Weakly convex-concave regularization delivers support recovery and ℓ₂ bounds for sparse signals from quadratic measurements.

A machine-rendered reading of the paper's core claim, the machinery that carries it, and where it could break.

The paper shows that a least-squares estimator regularized by a weakly convex-concave penalty recovers the support of an unknown sparse vector and controls its ℓ₂ error when observations are quadratic forms plus noise. These finite-sample guarantees hold for a local minimizer under high-dimensional regimes typical of phase retrieval and power-system estimation. The approach therefore extends classical sparse-recovery theory from linear to quadratic sensing models while retaining computationally tractable proximal-gradient solvers.

Core claim

By using a weakly convex-concave penalized least-squares formulation, the paper proves that the local minimizer exactly recovers the support of the true sparse signal with high probability and satisfies an explicit ℓ₂-error bound that scales with the noise level, sparsity, and dimension, provided the regularization satisfies the weakly convex-concave property and the quadratic measurement model obeys standard high-dimensional assumptions on the design matrix and noise.

What carries the argument

The weakly convex-concave penalized least-squares objective whose local minimizer is shown to enjoy support recovery and ℓ₂ bounds; the penalty balances weak convexity and concavity to promote sparsity while preserving tractable proximal steps.

If this is right

  • Exact support recovery holds with high probability for the local minimizer.
  • The ℓ₂ error is bounded by a term linear in the noise level and logarithmic in dimension.
  • Two proximal-gradient algorithms compute the estimator, one with closed-form proximal mapping and one via weighted ℓ₁ approximation.
  • The same guarantees apply to concrete problems such as phase retrieval and power-system state estimation.

Where Pith is reading between the lines

These are editorial extensions of the paper, not claims the author makes directly.

  • The technique may extend to other nonlinear sensing models whose Hessians remain controllable.
  • Local-minimizer guarantees could become global under mild additional curvature assumptions.
  • The weighted-ℓ₁ approximation step suggests a practical route to non-convex penalties that are still statistically sound.

Load-bearing premise

The regularization function must satisfy the weakly convex-concave property and the quadratic measurements must obey standard high-dimensional assumptions on the design matrix and noise.

What would settle it

A numerical experiment in which the design matrix violates the restricted eigenvalue condition while keeping all other parameters fixed would show whether support recovery fails at the predicted rate.

read the original abstract

The recovery of unknown signals from quadratic measurements finds extensive applications in fields such as phase retrieval, power system state estimation, and unlabeled distance geometry.
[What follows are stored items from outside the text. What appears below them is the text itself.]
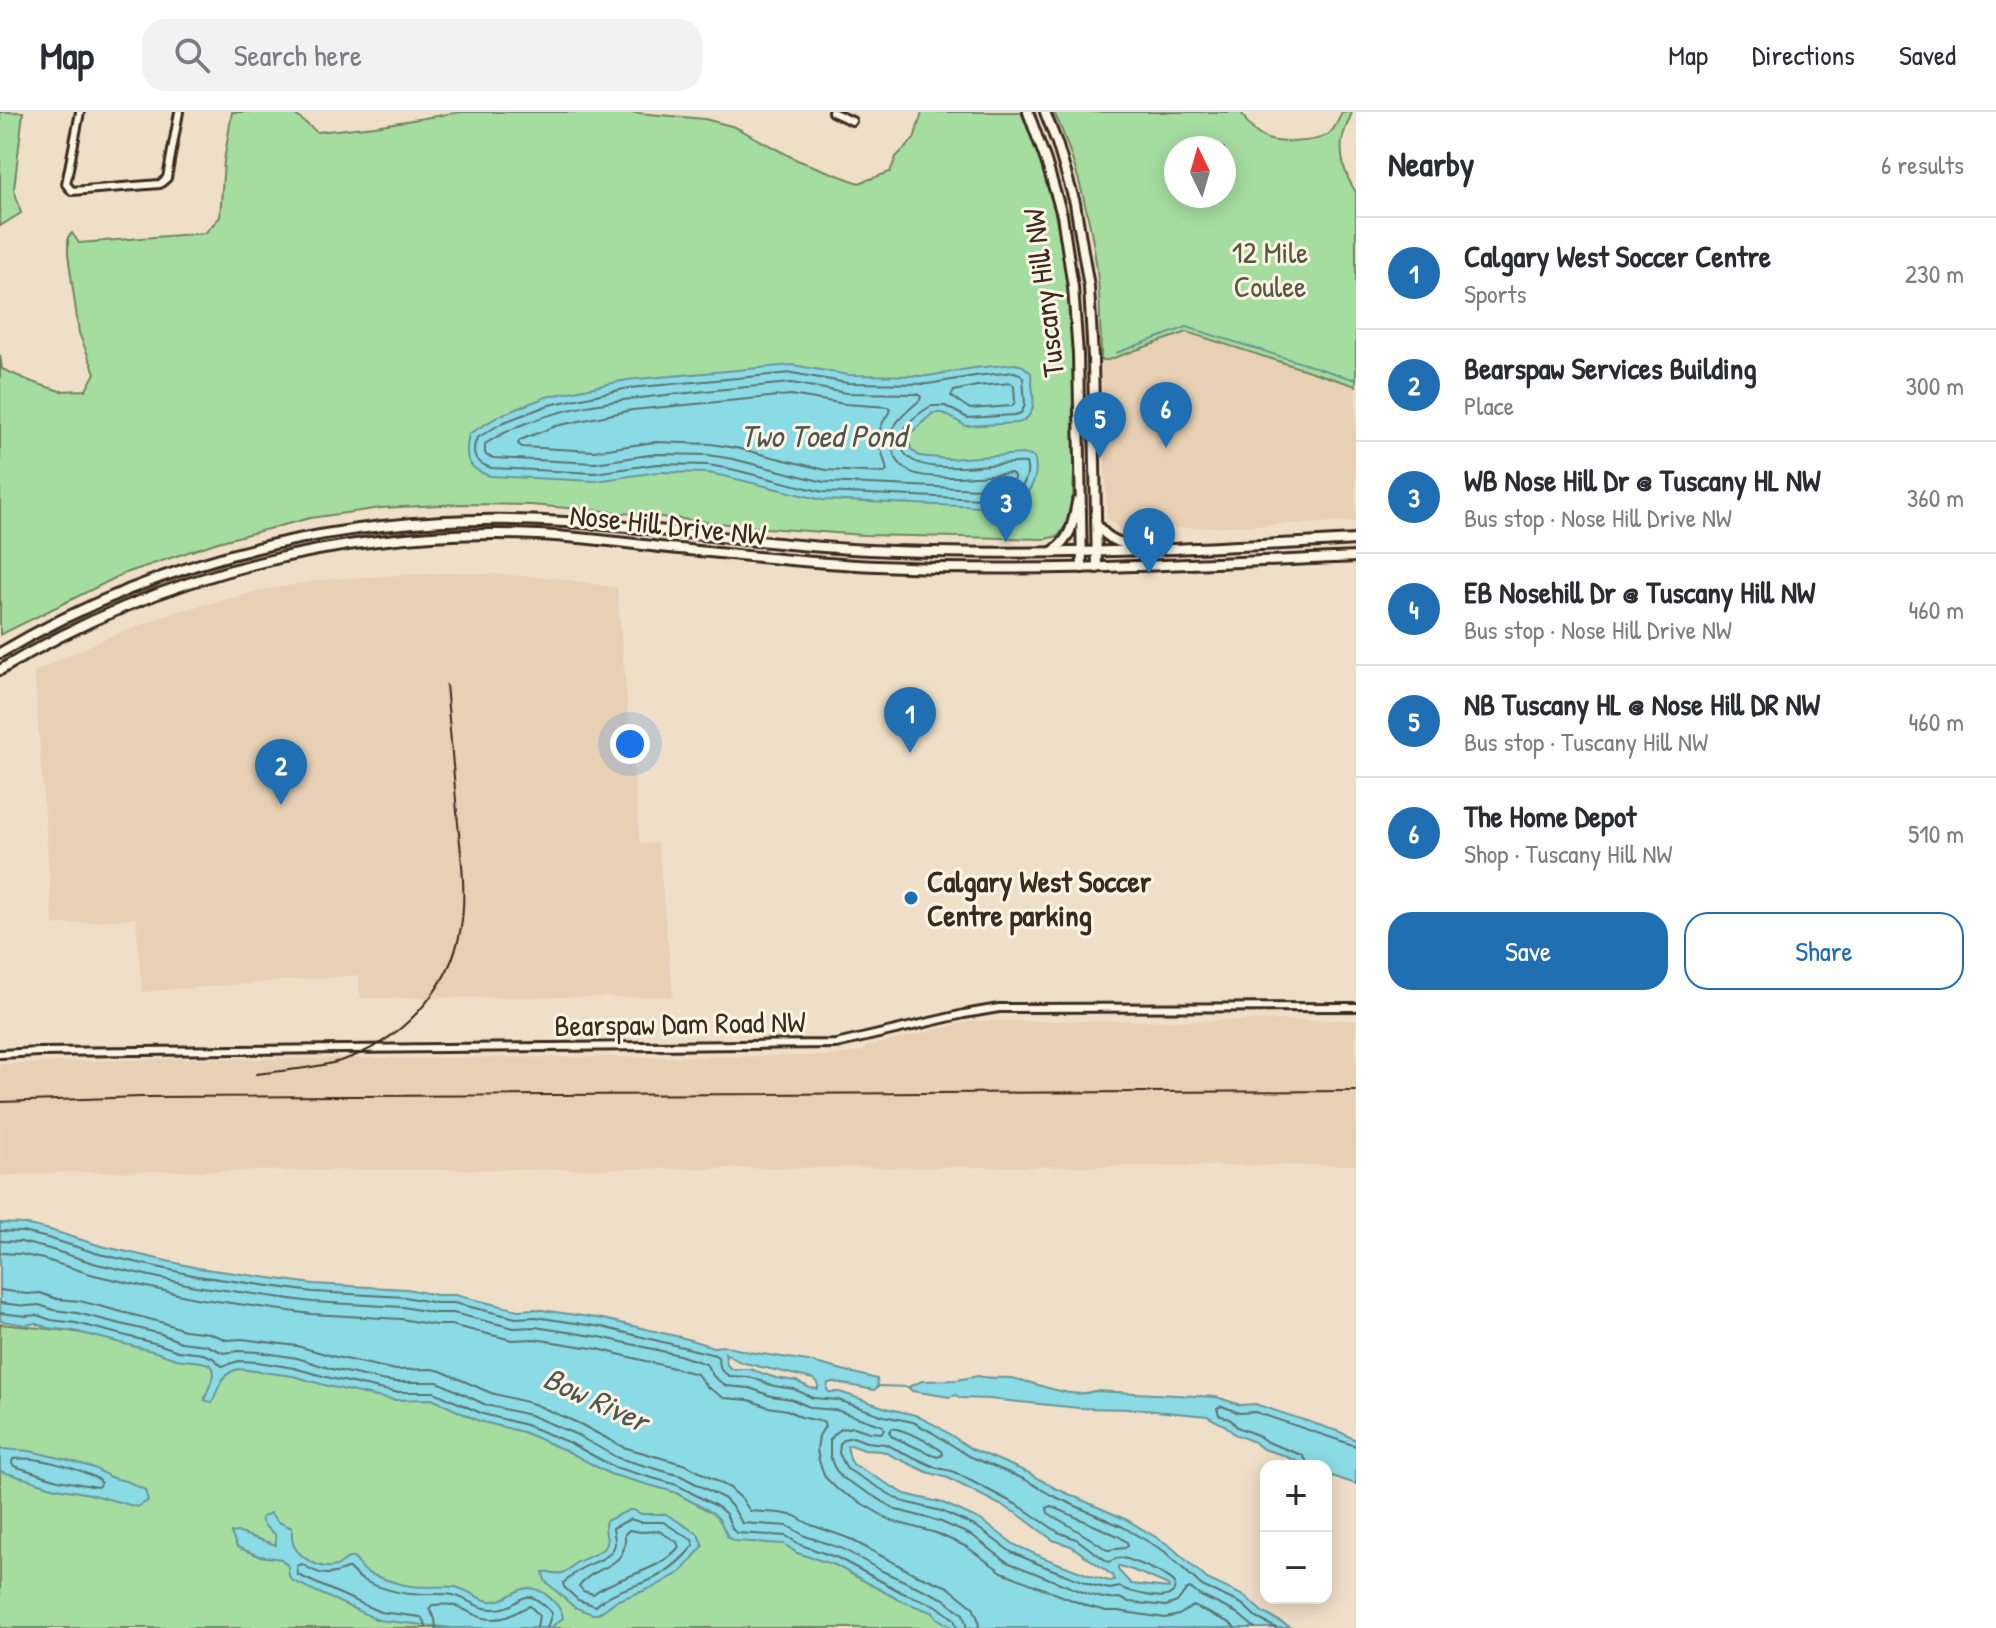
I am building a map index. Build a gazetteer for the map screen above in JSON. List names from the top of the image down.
{
  "streets": {
    "street": ["Tuscany Hill NW", "Nose Hill Drive NW", "Bearspaw Dam Road NW"]
  },
  "crossings": [
    ["Tuscany Hill NW", "Nose Hill Drive NW"]
  ],
  "water": ["Two Toed Pond", "Bow River"],
  "parks": ["12 Mile Coulee"],
  "places": ["Calgary West Soccer Centre parking"],
  "north": "top",
  "page": {
    "header": "Map",
    "search": "Search here",
    "nav": ["Map", "Directions", "Saved"],
    "heading": ["Nearby", "6 results"],
    "list": [
      {
        "mark": "1",
        "name": "Calgary West Soccer Centre",
        "note": "Sports",
        "value": "230 m"
      },
      {
        "mark": "2",
        "name": "Bearspaw Services Building",
        "note": "Place",
        "value": "300 m"
      },
      {
        "mark": "3",
        "name": "WB Nose Hill Dr @ Tuscany HL NW",
        "note": "Bus stop · Nose Hill Drive NW",
        "value": "360 m"
      },
      {
        "mark": "4",
        "name": "EB Nosehill Dr @ Tuscany Hill NW",
        "note": "Bus stop · Nose Hill Drive NW",
        "value": "460 m"
      },
      {
        "mark": "5",
        "name": "NB Tuscany HL @ Nose Hill DR NW",
        "note": "Bus stop · Tuscany Hill NW",
        "value": "460 m"
      },
      {
        "mark": "6",
        "name": "The Home Depot",
        "note": "Shop · Tuscany Hill NW",
        "value": "510 m"
      }
    ],
    "pins": [
      "6",
      "5",
      "3",
      "4",
      "1",
      "2"
    ],
    "buttons": ["Save", "Share"],
    "map_buttons": ["+", "−"]
  }
}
This paper investigates the finite sample properties of weakly convex--concave regularized estimators in high-dimensional quadratic measurements models. By employing a weakly convex--concave penalized least squares approach, we establish support recovery and $\ell_2$-error bounds for the local minimizer. To solve the corresponding optimization problem, we adopt two proximal gradient strategies, where the proximal step is computed either in closed form or via a weighted $\ell_1$ approximation, depending on the regularization function. Numerical examples demonstrate the efficacy of the proposed method.

Editorial analysis

A structured set of objections, weighed in public.

Desk editor's note, referee report, simulated authors' rebuttal, and a circularity audit. Tearing a paper down is the easy half of reading it; the pith above is the substance, this is the friction.

Referee Report

1 major / 2 minor

Summary. The paper investigates finite-sample properties of weakly convex-concave regularized least-squares estimators for sparse signal recovery from quadratic measurements in high dimensions. It derives support recovery and ℓ₂-error bounds specifically for local minimizers of the penalized objective and proposes two proximal-gradient algorithms (closed-form proximal step or weighted ℓ₁ approximation) to compute solutions, with numerical examples demonstrating performance.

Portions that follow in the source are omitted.